Wolf’s conclusion was that, in order for the Feminist Movement to move forward and out of the stagnant water of which it has been sitting for the past 30 or so years, we need to find another framework. Wolf advocates that the Enlightenment Framework, founded primarily by Mary Wollstonecraft
(see here for more info on Ms Wollstonecraft! http://en.wikipedia.org/wiki/Mary_wollstonecraft
The Enlightenment framework can be useful, as it is based around human rights, and so can be transferrable across cultures, religions, and political and economic systems. It is about equality of the sexes (remember equality does not equal ‘sameness’- it’s still polite for a man to hold open a heavy door for a woman!). Using a human rights lens, women in Western Countries that feel they’ve achieved “equality” can look to other places in the World and realise there is still work to do. Wolf explained that this will take the now plateaued ‘Western Feminism’ and turn it into a ‘Global Feminist Movement’! Huzzah!

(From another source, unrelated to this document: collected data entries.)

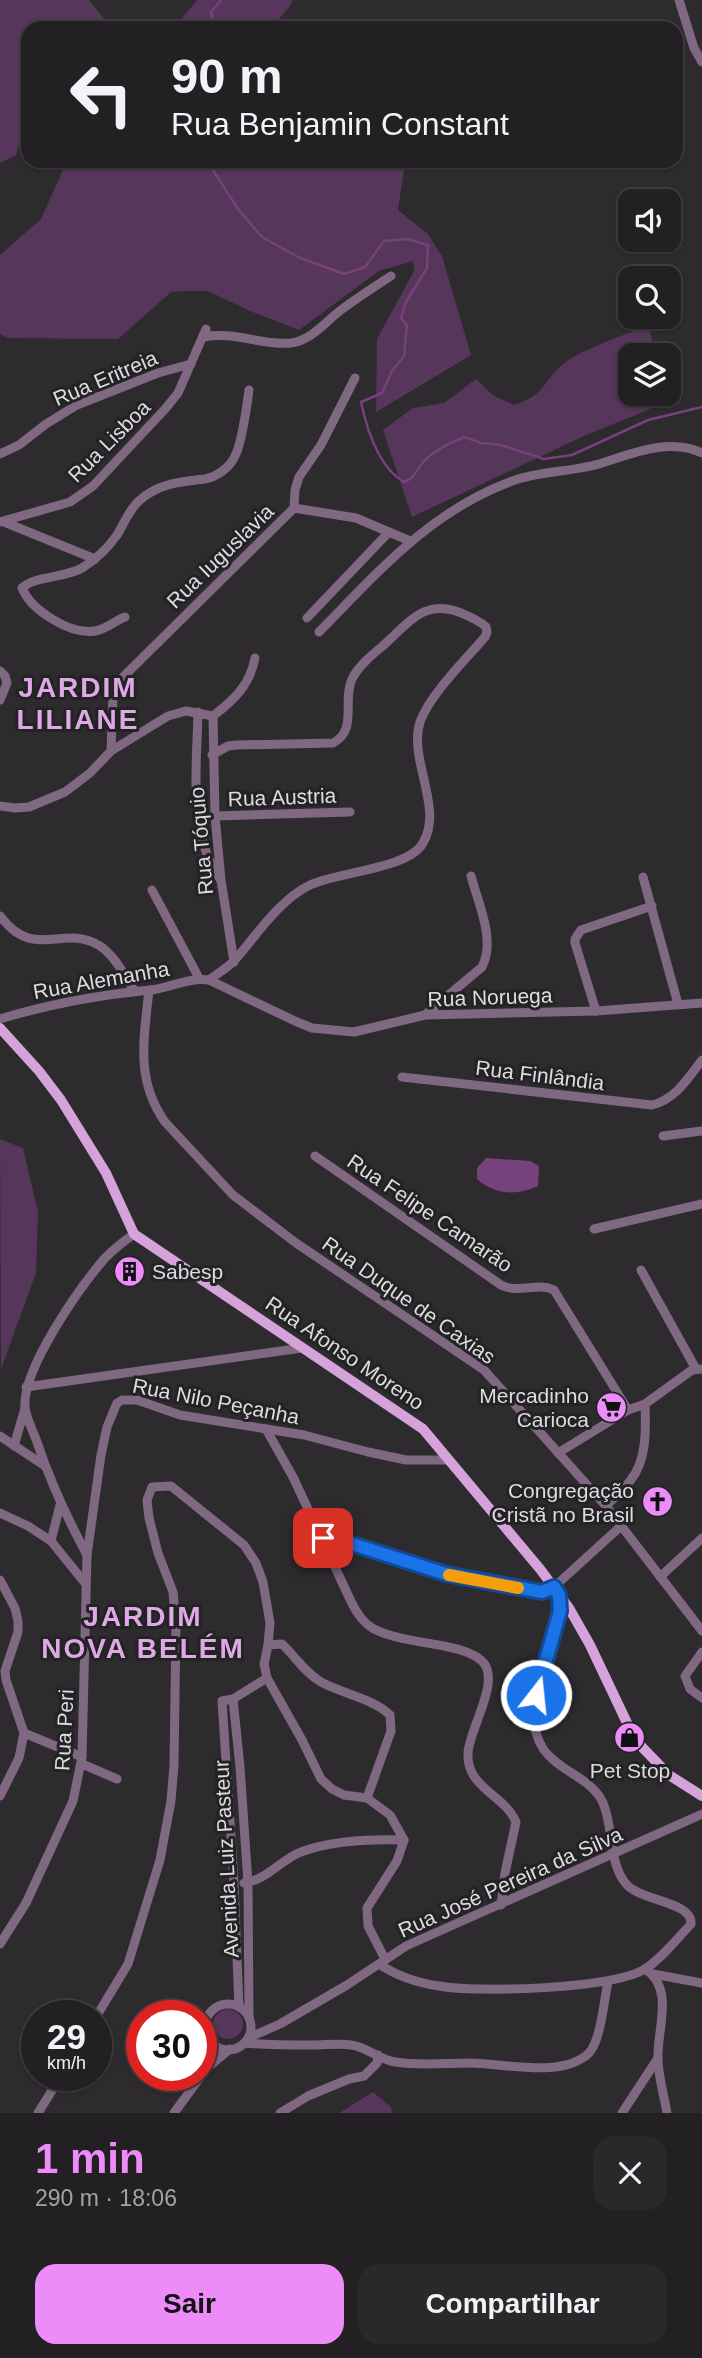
<!DOCTYPE html>
<html lang="pt">
<meta charset="utf-8">
<style>
:root{--surface:#222022;--page:#2a282a;--text:#f1f3f6;--muted:#a2a3a5;--line:#3f3e40;--accent:#ed8cf9}
body{margin:0;font-family:Arial,sans-serif;background:var(--page);color:var(--text);height:100vh;display:flex;flex-direction:column;font-size:26px;white-space:nowrap}
*{box-sizing:border-box;margin:0}
p{font-size:23px;color:var(--muted)}
.icon{flex:none;width:38px;height:38px;fill:none;stroke:currentColor;stroke-width:2;stroke-linecap:round;stroke-linejoin:round}
.map{position:relative;height:2113px;overflow:hidden}
.panel{display:flex;flex-direction:column;background:var(--surface);flex:1}
.panel>*{flex:none}
.top-card{position:absolute;left:21px;top:21px;width:662px;height:147px;border-radius:21px;box-shadow:0 2px 5px #0004,0 0 0 2px var(--line);background:#222022;color:var(--text);overflow:hidden}
.tools{position:absolute;left:618px;top:189px;display:grid;gap:14px}
.tools a{display:grid;place-items:center;width:63px;height:63px;border-radius:14px;background:var(--surface);box-shadow:0 2px 5px #0004,0 0 0 2px var(--line);font-size:35px}
.speed{position:absolute;left:21px;top:2000px;display:flex;gap:14px;font-size:35px;font-weight:700;text-align:center}
.speed>*{display:grid;place-content:center;width:91px;height:91px;border-radius:50%;background:var(--surface);box-shadow:0 2px 5px #0004,0 0 0 2px var(--line);line-height:1}
.speed small{font-size:18px;font-weight:400}
.speed .limit{border:10px solid #d22;background:#fff;color:#111}
.pin{position:absolute;display:grid;place-items:center;width:60px;height:60px;color:#fff;margin:-30px;border-radius:14px;box-shadow:0 4px 10px #0006}
.me{position:absolute;width:77px;margin:-38px;rotate:16deg;stroke-linejoin:round;filter:drop-shadow(0 0 5px #0008)}
.turn{display:flex;align-items:center;gap:24px;height:147px;padding:0 35px;font-size:32px}
.turn .icon{width:91px;height:91px;stroke-width:2.5}
.turn b{display:block;font-size:49px;line-height:60px}
.round{display:grid;place-items:center;flex:none;width:74px;height:74px;border-radius:21px;background:var(--page)}
.headline{display:flex;align-items:center;justify-content:space-between;height:119px;padding:0 35px}
h1{font-size:42px;font-weight:600;line-height:52px;color:var(--accent)}
.primary-button{display:flex;gap:14px;margin-top:auto;padding:14px 35px}
.primary-button a{flex:1;height:80px;border-radius:21px;background:var(--accent);color:#111;font-size:28px;font-weight:600;line-height:80px;text-align:center}
.primary-button a+a{background:var(--page);color:var(--text)}
.map>svg:first-child{display:block}
.green{fill:#56365a}
.water{fill:#76417c}
.lines{fill:none;stroke-linecap:round;stroke-linejoin:round}
.stream{stroke:#76417c;stroke-width:2.5}
.minor{stroke:#806883;stroke-width:9}
.major{stroke:#d5a3da;stroke-width:10}
.route-casing{stroke:#114b97;stroke-width:18}
.route{stroke:#1a73e8;stroke-width:12}
.slow{stroke:#f59e0b;stroke-width:12}
.labels{text-anchor:middle;dominant-baseline:central;stroke-width:6;stroke-linejoin:round;paint-order:stroke}
.street-label{font-size:21px;fill:#dedcde;stroke:#232224}
.poi-label{font-size:21px;fill:#dedcde;stroke:#232224;text-anchor:end}
.district-label{font-size:28px;font-weight:bold;letter-spacing:2px;fill:#dea9e4;stroke:#232224}
</style>
<div class="map">
<svg width="702" height="2113" viewBox="0 0 702 2113">
<rect width="100%" height="100%" fill="#2d2b2d"/>
<g class="green">
<path d="M0,0h89l21,27 -82,1v85l-12,42 -16,8z"/>
<path d="M197,0h95l-1,5 -20,23h-97z"/>
<path d="M67,161h353l-16,9 -6,40 30,24 14,22 29,99 -95,57 1,-73 37,-68 -1,-10 -34,10 -80,59 -49,-19 -42,-20h-25l-12,1 -53,47 -111,-1 -7,-4v-79l41,-36z"/>
<path d="M649,325l6,30h-25v39h33l2,9 -81,33 -172,81 -29,-87 30,-22 31,-5 32,-24 18,17 20,9c33,-11 28,-23 49,-41 17,-14 64,-30 86,-39z"/>
<path d="M0,1139l23,9 15,64 -2,61 -35,96z"/>
<circle cx="228" cy="2024" r="15"/>
<path d="M373,2092l18,15 1,6h-53z"/>
</g>
<path class="water" d="M486,1158l44,3 9,5 -1,20c-21,10 -43,9 -61,-7v-11z"/>
<g class="lines">
<g class="stream">
<path d="M215,28l-4,-16 10,-12"/>
<path d="M207,161l31,48 24,28 36,20 46,17 21,-7 19,-26 23,-2 21,6 -1,23 -21,34 -5,16 6,7 -3,31 -12,15 -10,22 -21,9c6,28 17,65 43,80 11,-4 13,-13 20,-21 11,-11 25,-18 40,-24l17,6 20,2 43,14 28,-4 76,-35 54,-13"/>
</g>
<g class="minor">
<path d="M679,0l15,48 8,14"/>
<path d="M204,337c34,-6 57,9 87,6 21,-3 34,-21 50,-33 16,-12 33,-23 50,-34"/>
<path d="M0,454l19,-9 27,-21 31,-19 81,-32 33,-9"/>
<path d="M294,508l62,10 54,23"/>
<path d="M0,522l70,-20 23,-16 73,-78 12,-15 28,-64"/>
<path d="M4,522l91,37"/>
<path d="M125,617c-11,4 -18,12 -30,14 -25,4 -64,-21 -73,-43 12,-12 43,-10 60,-20 13,-8 26,-20 35,-33 7,-11 12,-26 23,-35 19,-17 41,-18 65,-21 11,-2 24,-11 29,-21 8,-13 13,-53 15,-68"/>
<path d="M307,618l82,-86"/>
<path d="M319,632c60,-61 112,-122 196,-152 26,-9 56,-8 84,-16 32,-10 71,-27 103,-11"/>
<path d="M0,671l5,5 2,7 -7,17"/>
<path d="M198,712c-1,55 -11,120 22,167"/>
<path d="M111,751l2,-57 4,-11 177,-175 1,-18 4,-13 22,-32 34,-67"/>
<path d="M0,806l15,2 14,-1 36,-15 25,-19 21,-22 57,-35 18,-5 27,5"/>
<path d="M215,816l135,-4"/>
<path d="M643,877l35,127"/>
<path d="M152,890l47,88"/>
<path d="M0,916c35,46 62,7 100,30 15,10 25,30 34,44"/>
<path d="M234,962l-13,-82 -6,-64 -2,-100c21,-16 37,-31 42,-58"/>
<path d="M209,980c8,-6 18,-12 25,-19 22,-25 45,-61 76,-76 26,-13 99,-16 113,-42 21,-35 -15,-84 -3,-121 9,-26 46,-63 65,-85l2,-5 -1,-5c-5,-5 -12,-8 -18,-11 -40,-20 -56,3 -83,28 -12,10 -26,21 -33,35 -10,22 6,51 -19,64l-97,2 -8,1 -16,9"/>
<path d="M149,990c-5,48 -14,90 16,132l68,73 63,48 188,127 122,136 96,125"/>
<path d="M596,1011l-21,-68v-4l6,-9 71,-24"/>
<path d="M425,1015l57,-48c14,-27 -4,-64 -11,-91"/>
<path d="M0,1019c49,-15 99,-24 150,-29 20,-2 39,-13 59,-10l88,42 15,6 42,4 71,-17 171,-4 106,-8"/>
<path d="M402,1077l250,28c24,-6 36,-27 50,-45"/>
<path d="M663,1136l39,-5"/>
<path d="M315,1156l186,129c17,9 36,-3 53,5l74,120"/>
<path d="M594,1229l108,-25"/>
<path d="M641,1270l55,99"/>
<path d="M26,1387l276,-39"/>
<path d="M266,1429l27,48 55,118c6,13 13,27 26,34 19,10 52,13 74,18 11,2 25,6 34,14 20,19 -13,68 -14,92 -2,35 37,42 48,69l-11,51 -4,32"/>
<path d="M0,1436l45,30"/>
<path d="M14,1446l11,-38"/>
<path d="M558,1453l70,-43 17,-6 47,-34 10,-1"/>
<path d="M606,1506c8,-8 17,-16 24,-25 17,-20 16,-52 15,-77"/>
<path d="M0,1513l28,13 23,15 34,42"/>
<path d="M323,1538l26,5 97,31 96,18 12,-5 66,-60"/>
<path d="M51,1541l9,-36"/>
<path d="M87,1555c-21,-39 -36,-71 -50,-113 -4,-11 -11,-24 -12,-35 -3,-38 55,-120 80,-149 9,-9 19,-17 29,-24"/>
<path d="M660,1577l42,-39"/>
<path d="M0,1580l15,28 3,13v11l-13,39 1,9 18,53 -5,25 -19,38"/>
<path d="M268,1645l14,-1c14,13 22,28 39,38 22,12 51,16 69,33l1,16 -24,67"/>
<path d="M702,1652l-17,24 5,13 12,9"/>
<path d="M233,1699l7,68 8,116 1,135"/>
<path d="M24,1733l58,24"/>
<path d="M82,1764l35,15"/>
<path d="M367,1798l23,17 14,25 -7,21 -30,47 1,18 17,33"/>
<path d="M244,1883c21,-2 38,-24 57,-31 31,-12 70,-13 103,-12"/>
<path d="M0,1944l26,-41 47,-102 9,-44 5,-202 14,-100 6,-28 10,-24 5,-3h15l43,15 124,20 64,17 38,8h42"/>
<path d="M379,1964c18,12 39,19 60,22 39,7 174,3 206,-17 17,-11 32,-30 46,-45 2,-22 -49,-23 -64,-39 -19,-21 -13,-57 -24,-82 -10,-24 -44,-32 -59,-53 -24,-35 -1,-82 10,-118 4,-13 8,-24 6,-37"/>
<path d="M645,1969c30,19 12,60 13,89 0,18 6,37 9,55"/>
<path d="M653,1974l49,9"/>
<circle cx="228" cy="2027" r="23"/>
<path d="M239,2007l-5,-124 -12,-182 11,-2 34,-21"/>
<path d="M96,2017l32,-53 32,-104 11,-59 3,-36 2,-141 -3,-32 -15,-39 -9,-35 -2,-18 5,-13 19,-1 73,59 12,18 7,19 7,41 -2,22 -4,19 3,14 35,62 19,39 11,10 12,6 23,3"/>
<path d="M248,2038l32,-14 67,-39 59,-39 296,-132"/>
<path d="M244,2043c23,2 46,2 69,2 12,0 26,-2 38,0 16,2 29,15 44,17 25,4 50,1 75,1 33,0 92,16 119,-10 12,-13 15,-53 19,-71"/>
<path d="M207,2068l5,-25"/>
<path d="M38,2113l23,-37"/>
<path d="M174,2113l33,-45 23,-19"/>
<path d="M280,2113l28,-17 41,-17 15,-3 13,-13 1,-8"/>
<path d="M622,2113l36,-55"/>
</g>
<path class="major" d="M0,1028l39,43 22,29 45,73 28,61 289,195 117,140 29,39 21,37 38,80 12,20 29,30 33,21"/>
</g>
<g class="lines">
<defs>
<path id="route" d="M323,1538l26,5 97,31 96,18 12,-5 5,8 1,16 -24,84"/>
</defs>
<use href="#route" class="route-casing"/>
<use href="#route" class="route"/>
<path class="slow" d="M449,1575l69,13"/>
</g>
<defs>
<symbol id="building-disc" viewBox="-11 -11 22 22"><circle r="9.5" fill="#ed8cf9" stroke="#232224"/><path d="M-4-6H4V6H1V3H-1V6H-4ZM-2.5-4.3h1.7v1.8h-1.7ZM.8-4.3h1.7v1.8H.8ZM-2.5-1h1.7V.8h-1.7ZM.8-1h1.7V.8H.8Z" fill="#111"/></symbol>
<symbol id="supermarket-disc" viewBox="-11 -11 22 22"><circle r="9.5" fill="#ed8cf9" stroke="#232224"/><path d="M-6-5.5h2.5l.6 2H6L4.5 2H-2.5L-4.4-4H-6ZM-1.5 3.2a1.3 1.3 0 1 0 .1 0ZM3 3.2a1.3 1.3 0 1 0 .1 0Z" fill="#111"/></symbol>
<symbol id="church-disc" viewBox="-11 -11 22 22"><circle r="9.5" fill="#ed8cf9" stroke="#232224"/><path d="M-1.2-6h2.4v3.5h3.3v2.4h-3.3V6h-2.4V-.1h-3.3v-2.4h3.3Z" fill="#111"/></symbol>
<symbol id="shop-disc" viewBox="-11 -11 22 22"><circle r="9.5" fill="#ed8cf9" stroke="#232224"/><path d="M-5-2.5h2.3a2.7 3.5 0 0 1 5.4 0H5L5.5 6h-11ZM-1.5-2.5h3a1.5 2.3 0 0 0-3 0Z" fill="#111"/></symbol>
</defs>
<g fill-rule="evenodd">
<use href="#building-disc" x="112" y="1254" width="35" height="35"/>
<use href="#supermarket-disc" x="594" y="1390" width="35" height="35"/>
<use href="#church-disc" x="640" y="1484" width="35" height="35"/>
<use href="#shop-disc" x="612" y="1720" width="35" height="35"/>
</g>
<g class="labels">
<g class="street-label">
<text transform="translate(105 378) rotate(-23)">Rua Eritreia</text>
<text transform="translate(109 441) rotate(-45)">Rua Lisboa</text>
<text transform="translate(220 556) rotate(-44)">Rua Iuguslavia</text>
<text transform="translate(282 797) rotate(-2)">Rua Austria</text>
<text transform="translate(201 841) rotate(-95)">Rua Tóquio</text>
<text transform="translate(101 980) rotate(-10)">Rua Alemanha</text>
<text transform="translate(490 997) rotate(-2)">Rua Noruega</text>
<text transform="translate(540 1075) rotate(7)">Rua Finlândia</text>
<text transform="translate(430 1213) rotate(34)">Rua Felipe Camarão</text>
<text transform="translate(409 1300) rotate(35)">Rua Duque de Caxias</text>
<text transform="translate(345 1353) rotate(34)">Rua Afonso Moreno</text>
<text transform="translate(216 1401) rotate(11)">Rua Nilo Peçanha</text>
<text transform="translate(64 1730) rotate(-87)">Rua Peri</text>
<text transform="translate(226 1859) rotate(-93)">Avenida Luiz Pasteur</text>
<text transform="translate(510 1882) rotate(-24)">Rua José Pereira da Silva</text>
</g>
<g class="poi-label">
<text x="152" y="1271" text-anchor="start">Sabesp</text>
<text x="589" y="1395">Mercadinho<tspan x="589" dy="24">Carioca</tspan></text>
<text x="634" y="1490">Congregação<tspan x="634" dy="24">Cristã no Brasil</tspan></text>
<text x="630" y="1770" text-anchor="middle">Pet Stop</text>
</g>
<g class="district-label">
<text x="78" y="687">JARDIM<tspan x="78" dy="32">LILIANE</tspan></text>
<text x="143" y="1616">JARDIM<tspan x="143" dy="32">NOVA BELÉM</tspan></text>
</g>
</g>
</svg>
<div class="tools">
<a><svg class="icon" aria-label="sound" viewBox="0 0 24 24"><path d="M4 9h4l5-4v14l-5-4H4zM17 9q2 3 0 6"/></svg></a>
<a><svg class="icon" aria-label="search" viewBox="0 0 24 24"><circle cx="10" cy="10" r="6"/><path d="M15 15l6 6"/></svg></a>
<a><svg class="icon" aria-label="layers" viewBox="0 0 24 24"><path d="M12 4l9 5-9 5-9-5zM3 14l9 5 9-5"/></svg></a>
</div>
<div class="speed"><div>29<small>km/h</small></div><div class="limit">30</div></div>
<div class="pin" style="left:323px;top:1538px;background:#d93025"><svg class="icon" aria-label="arrive" viewBox="0 0 24 24"><path d="M6 21V4h12l-3 4 3 4H6"/></svg></div>
<svg class="me" style="left:536px;top:1695px" viewBox="-20 -20 40 40"><circle r="17" fill="#1a73e8" stroke="#fff" stroke-width="3"/><path d="M0-11L8 9 0 5-8 9z" fill="#fff"/></svg>
<div class="top-card">
<div class="turn"><svg class="icon" aria-label="left" viewBox="0 0 24 24"><path d="M17 20v-9H6M10 6l-5 5 5 5"/></svg><div><b>90 m</b>Rua Benjamin Constant</div></div>
</div>
</div>
<section class="panel">
<div class="headline"><div><h1>1 min</h1><p>290 m · 18:06</p></div><a class="round"><svg class="icon" aria-label="close" viewBox="0 0 24 24"><path d="M6 6l12 12M18 6L6 18"/></svg></a></div>
<div class="primary-button"><a>Sair</a><a>Compartilhar</a></div>
</section>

I really enjoyed Wolf’s pieces as she put into words what I’ve always felt but haven’t examined enough to break down and analyse. For those of you who know me, you know I’ve always said I am a Human Rights Advocate in everyday life, and I try and educate my peers about human rights abuses whenever I hear about them. (Ooh, I just had a wonderful thought- I’m going to do some reading and write about Feminism and normalisation theory. Stay tuned people)
Anyway, the point is, it’s been a fantastic weekend. Now if you’ll excuse me, I have to go cough up some glitter I still have in my lungs!